What else would he have liked to have done with his life? "I'd have loved to be a lawyer, but fought them properly," he says. Fought who? "Y'know, the system, when it was wrong. Fought them properly. I would have loved to have done that."
Warren claims he is the victim of a miscarriage of justice. It has been accepted in court that the Jersey police illegally fitted a listening device to a car rented in France by one of his co-conspirators. Warren's lawyers have argued in court that they did so on the advice of Matthew Jowitt, a law officer (roughly equivalent to a crown prosecution lawyer), who encouraged them by saying: "If it was me I would go ahead and do it but don't quote me on that." They then lied in their witness statements, which were submitted to the court by Jowitt, Warren argues.
Jowitt strongly denies advising the police to break the law. He says he cannot remember the "don't quote me" statement but that if he did say it, it related to a different scenario. He says the police wanted to know if evidence gathered using a bug legally fitted to a Jersey car would be admissible in court if the vehicle drove through France. Jowitt insists he did not read the witness statements but merely served them and denies any misconduct.
In time, Warren intends to launch a fresh appeal against his conviction. A previous appeal, which went right to the privy council in London, the highest court on Jersey matters, was only very narrowly dismissed, with one judge, Lord Rodger, saying that if the Jersey police behaved so badly again, "the court might have no alternative but to strike the balance decisively in favour of indicating the rule of law, however undeserving the accused".
Earlier this month, Warren scored a minor victory when he gained access to a police disciplinary report that exonerated the Jersey officers involved in the illegal bugging of his mate's hire car. In this, the officers accuse Jersey's attorney general and the law officers of allowing a false version of events to be placed before the court and making them scapegoats.
Which brings me to the obvious question: why should anyone care how Warren was caught this time? "If the keepers of the keys aren't right, nothing's right," he says. "It matters not only for me but for the people of this island. Because when they've finished with Curtis Warren, what do they do with other people?"
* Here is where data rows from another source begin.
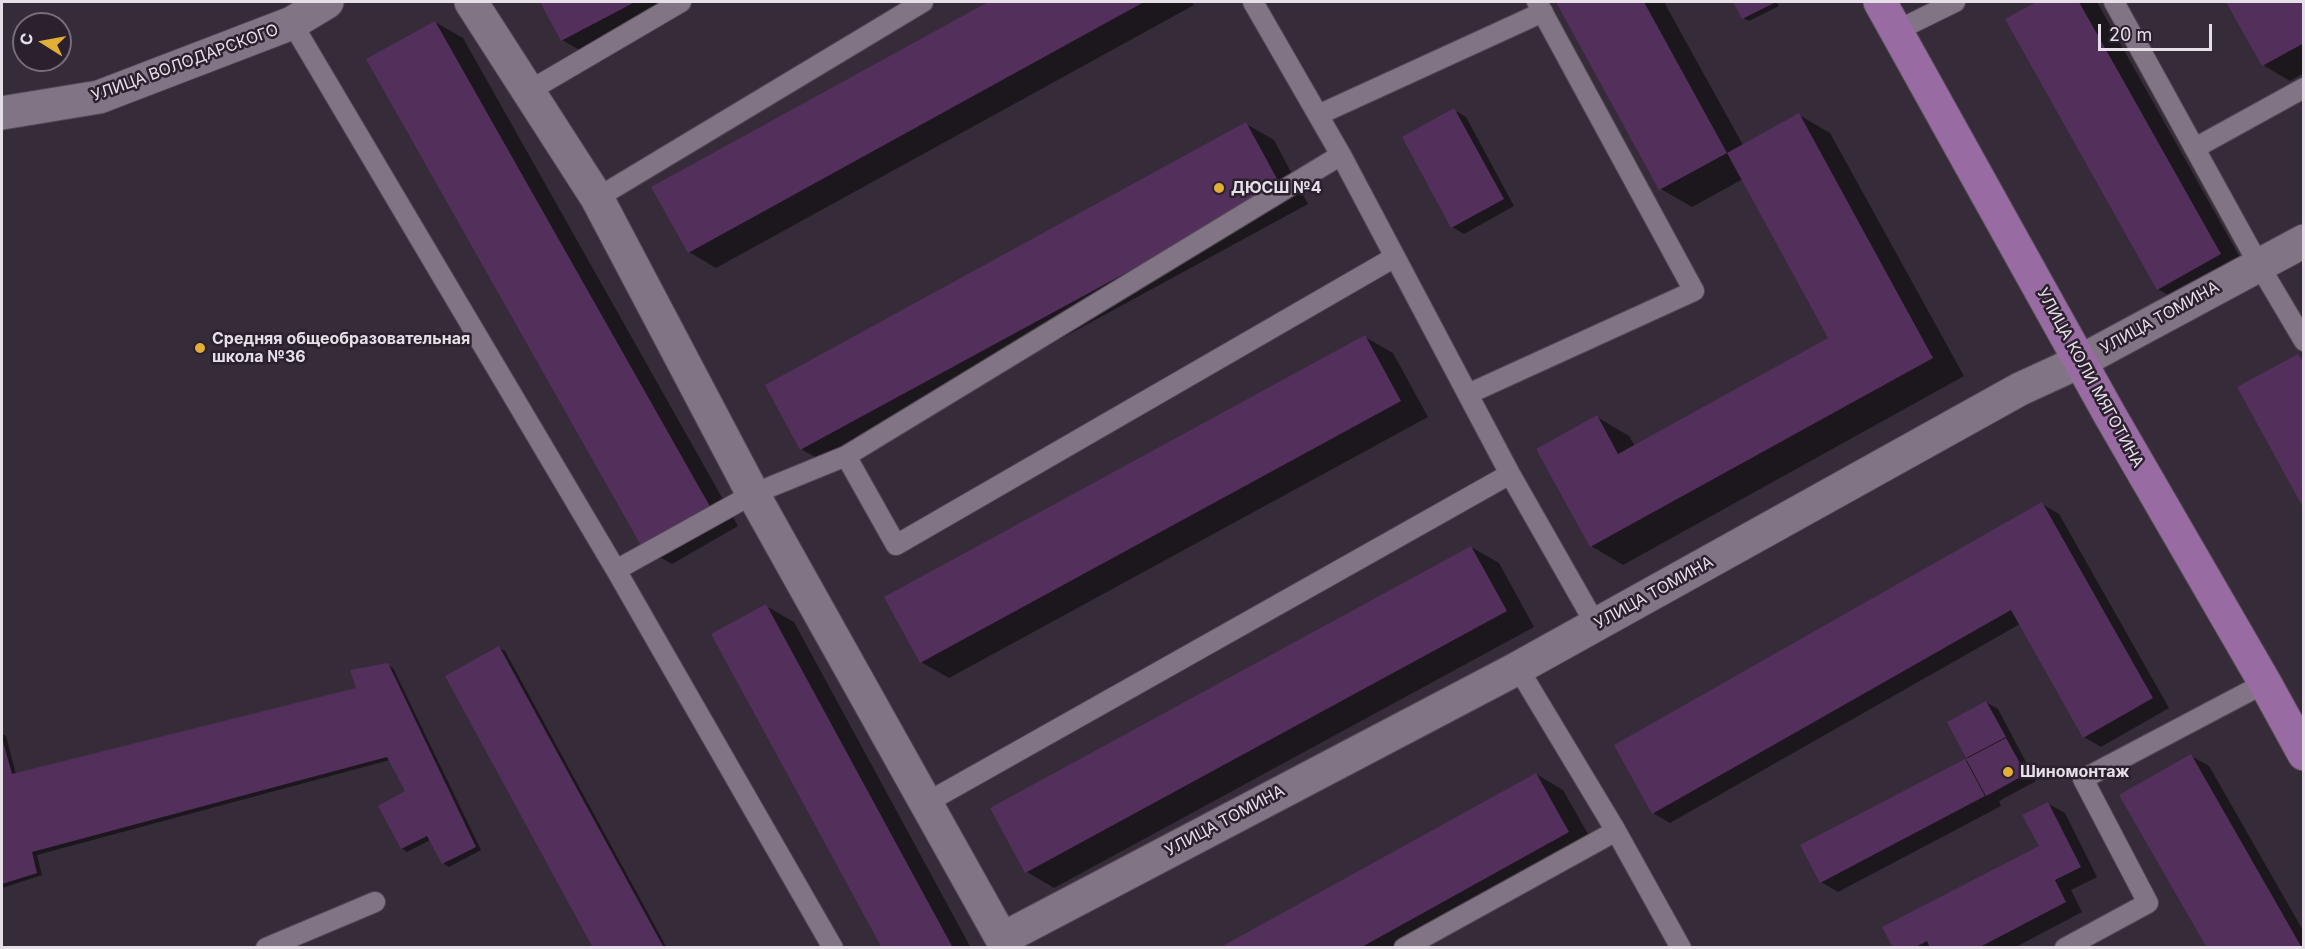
<!DOCTYPE html>
<meta charset="utf-8">
<style>
body{margin:0}
#map{position:relative;width:2305px;height:949px;overflow:hidden;background:#362b38;font-family:Inter,sans-serif}
canvas{display:block}
.frame{position:absolute;inset:0;border:3px solid #e7dfe8;pointer-events:none}
.north{position:absolute;left:12px;top:12px;width:60px;height:60px;box-sizing:border-box;background:#2b212e;border:2px solid #766d78;border-radius:50%;rotate:281deg;font-size:16px;font-weight:700;line-height:24px;text-align:center;color:#e7dfe8}
.north::after{content:'';display:block;margin:auto;width:21px;height:27px;background:#e3ae35;clip-path:polygon(50% 0,100% 100%,50% 72%,0 100%)}
.scale{position:absolute;left:2098px;top:24px;width:114px;height:27px;box-sizing:border-box;border:3px solid #e7dfe8;border-top:0;padding-left:8px;font-size:18px;line-height:21px;white-space:nowrap;color:#e7dfe8;-webkit-text-stroke:4px #2b212e;paint-order:stroke}
</style>
<div id="map">
<canvas width="2305" height="949"></canvas>
<div class="frame"></div>
<div class="north">С</div>
<div class="scale">20 m</div>
</div>
<script>
const context = document.querySelector('canvas').getContext('2d');
context.lineJoin = 'round';
function paint(path, color) {
  context.fillStyle = color;
  context.fill(path, 'evenodd');
}
function poly(rows) {
  const path = new Path2D();
  for (const r of rows) {
    path.moveTo(r[0], r[1]);
    for (let i = 2; i < r.length; i += 2) path.lineTo(r[i], r[i + 1]);
  }
  return path;
}
function strokePath(path, color, width, dash) {
  context.strokeStyle = color;
  context.lineWidth = width;
  context.lineCap = dash ? 'butt' : 'round';
  context.setLineDash(dash || []);
  context.stroke(path);
}
function drawText(font, color, halo, rows, align = 'center') {
  context.font = font + ' Inter,sans-serif';
  context.lineWidth = 5;
  context.setLineDash([]);
  context.textBaseline = 'middle';
  context.strokeStyle = halo;
  context.fillStyle = color;
  for (const [text, x, y, turn = 0] of rows) {
    context.save();
    context.translate(x, y);
    context.rotate((+turn || 0) * Math.PI / 180);
    context.textAlign = isNaN(turn) ? turn : align;
    if (halo) context.strokeText(text, 0, 0);
    context.fillText(text, 0, 0);
    context.restore();
  }
}
const shadow = poly([
 [542,2,691,2,590,56,562,40],
 [991,2,1192,2,1194,5,716,268,689,252,653,188],
 [1558,2,1664,2,1743,145,1799,115,1830,133,1964,376,1623,565,1591,546,1597,417,1629,436,1635,446,1830,338,1743,179,1692,207,1661,189],
 [1735,2,1776,2,1779,6,1749,21,1743,18],
 [2039,2,2097,2,2247,270,2185,305,2158,289,2007,20],
 [2228,2,2304,2,2304,73,2290,81,2263,65],
 [435,22,463,38,738,526,672,564,644,548],
 [1454,110,1466,117,1514,206,1464,234,1452,227],
 [1246,124,1274,140,1308,204,829,465,801,449,767,385],
 [1365,337,1393,353,1428,417,949,678,921,662],
 [2042,504,2059,514,2169,708,2101,747,2084,737,2020,624,1670,823,1653,813],
 [1471,547,1499,563,1534,627,1054,888,1027,872,992,808],
 [766,606,794,622,971,948,884,948],
 [499,648,505,651,667,948,595,948],
 [387,665,393,668,481,850,449,867,443,863,430,840,407,852,402,848,407,791,390,760,37,855,42,875,2,888,2,734,6,736,16,774,358,689],
 [1986,702,1998,709,2036,781,1999,801,2001,806,1838,892,1821,882,1965,760,1970,763,1949,722],
 [2191,756,2209,766,2304,932,2304,948,2209,948],
 [1536,774,1563,790,1596,848,1415,948,1222,948],
 [2047,803,2065,813,2097,877,2071,890,2082,912,2014,948,1894,948,2041,847]
]);
const building = poly([
 [540,2,635,2,561,41],
 [988,2,1144,2,688,253,651,187],
 [1556,2,1644,2,1727,153,1799,113,1933,358,1590,547,1536,449,1597,415,1618,454,1828,338,1727,153,1659,190],
 [1733,2,1773,2,1774,3,1742,19],
 [2036,2,2079,2,2221,254,2157,290,2005,19],
 [2226,2,2304,2,2304,43,2262,66],
 [435,21,712,510,643,549,366,59],
 [1454,108,1504,199,1451,228,1402,137],
 [1246,122,1282,188,800,450,765,385],
 [1365,335,1401,401,920,663,884,597],
 [2298,354,2304,364,2304,509,2237,387],
 [2042,502,2153,698,2083,738,2011,610,1652,814,1614,745],
 [1471,546,1507,611,1025,873,990,808],
 [766,604,953,948,882,948,711,634],
 [499,646,664,948,593,948,445,676],
 [388,663,476,847,442,864,427,836,401,849,378,806,405,791,387,757,32,852,37,873,2,884,2,738,12,774,356,688,350,670],
 [1986,701,2006,737,1966,758,1947,722],
 [2006,738,2026,774,1986,796,1966,759],
 [2191,754,2302,948,2207,948,2119,795],
 [1965,759,1985,796,1820,883,1800,845],
 [1536,773,1569,832,1360,948,1219,948],
 [2048,802,2081,867,2055,880,2066,902,1978,948,1930,948,1927,941,1914,948,1893,948,1882,927,2039,846,2022,815]
]);
const service = poly([
 [1253,2,1341,155,1510,474,1596,625],
 [2114,2,2259,265,2304,341],
 [292,23,616,570,833,948],
 [1896,31,1955,2],
 [529,91,681,2],
 [1318,115,1543,12],
 [2195,148,2304,88],
 [597,198,923,2],
 [1468,394,1694,291,1537,2],
 [846,456,896,545,1395,257],
 [616,570,753,494,846,456,1341,155],
 [926,803,1510,474],
 [1616,831,1681,948],
 [266,948,375,902],
 [1404,948,1616,831,1518,668],
 [2065,948,2148,903,2083,779,2265,683]
]);
const minor = poly([
 [471,2,597,198,753,494,1002,939,1518,668,2020,389,2081,361]
]);
const tertiary = poly([
 [2,113,99,97,292,23,327,2],
 [2081,361,2304,241]
]);
const primary = poly([
 [1880,2,2111,417,2265,683,2304,754]
]);
const markers = [
 [1219,188,6,"#e3ae35"],
 [200,348,6,"#e3ae35"],
 [2008,772,6,"#e3ae35"]
];
const streetNames = [
 ["УЛИЦА ВОЛОДАРСКОГО",185,63,-20],
 ["УЛИЦА ТОМИНА",2160,318,-29],
 ["УЛИЦА КОЛИ МЯГОТИНА",2090,378,61],
 ["УЛИЦА ТОМИНА",1654,593,-29],
 ["УЛИЦА ТОМИНА",1225,821,-28]
];
const poiNames = [
 ["ДЮСШ №4",1231,188],
 ["Средняя общеобразовательная",212,339],
 ["школа №36",212,357],
 ["Шиномонтаж",2020,772]
];
paint(shadow, '#0007');
paint(building, '#532f5c');
strokePath(service, '#524853', 22);
strokePath(minor, '#524853', 35);
strokePath(tertiary, '#524853', 35);
strokePath(primary, '#524853', 35);
strokePath(service, '#817484', 20);
strokePath(minor, '#817484', 33);
strokePath(tertiary, '#817484', 33);
strokePath(primary, '#986ba3', 33);
for (const [x, y, r, color] of markers) {
  const dot = new Path2D();
  dot.arc(x, y, r, 0, 2 * Math.PI);
  context.fillStyle = color;
  context.fill(dot);
  strokePath(dot, '#2b212e', 2);
}
drawText('16px', '#e7dfe8', '#2b212e', streetNames);
drawText('bold 16px', '#e7dfe8', '#2b212e', poiNames, 'left');
</script>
He refers to a report from the Jersey Law Society, which recommended that Jowitt face a disciplinary hearing himself – a recommendation that fell down because Jersey law officers are exempt from charges of professional misconduct brought by the Law Society. In court, the prosecution barrister Howard Sharp QC has said an independent report written by another QC into the whole affair has exonerated Jowitt from any wrongdoing.
After perhaps a dozen phone calls and two sit-down interviews, I note that Warren has never actually denied being an international drug dealer. He answers: "Well, what is a miscarriage of justice? A miscarriage of justice is when the justice is not working right, irrespective of whether I've done something or not. Justice has to be seen to be done right. Creating false evidence, putting it in, is possibly worse than anything I could do in Jersey."
"Did you conspire to smuggle £1m worth of drugs into Jersey?" I ask him.
"No, no, absolutely not," he says.
We spend a few minutes discussing the evidence that convicted him in Jersey, particularly his regular use of phone boxes on the island, before he points up to the security camera recording my visit. "Obviously, under better circumstances I could be more open with you on many many issues," he says, with a knowing look. If the Jersey authorities get their way and add another 10 years to his sentence, I could be waiting a long, long time.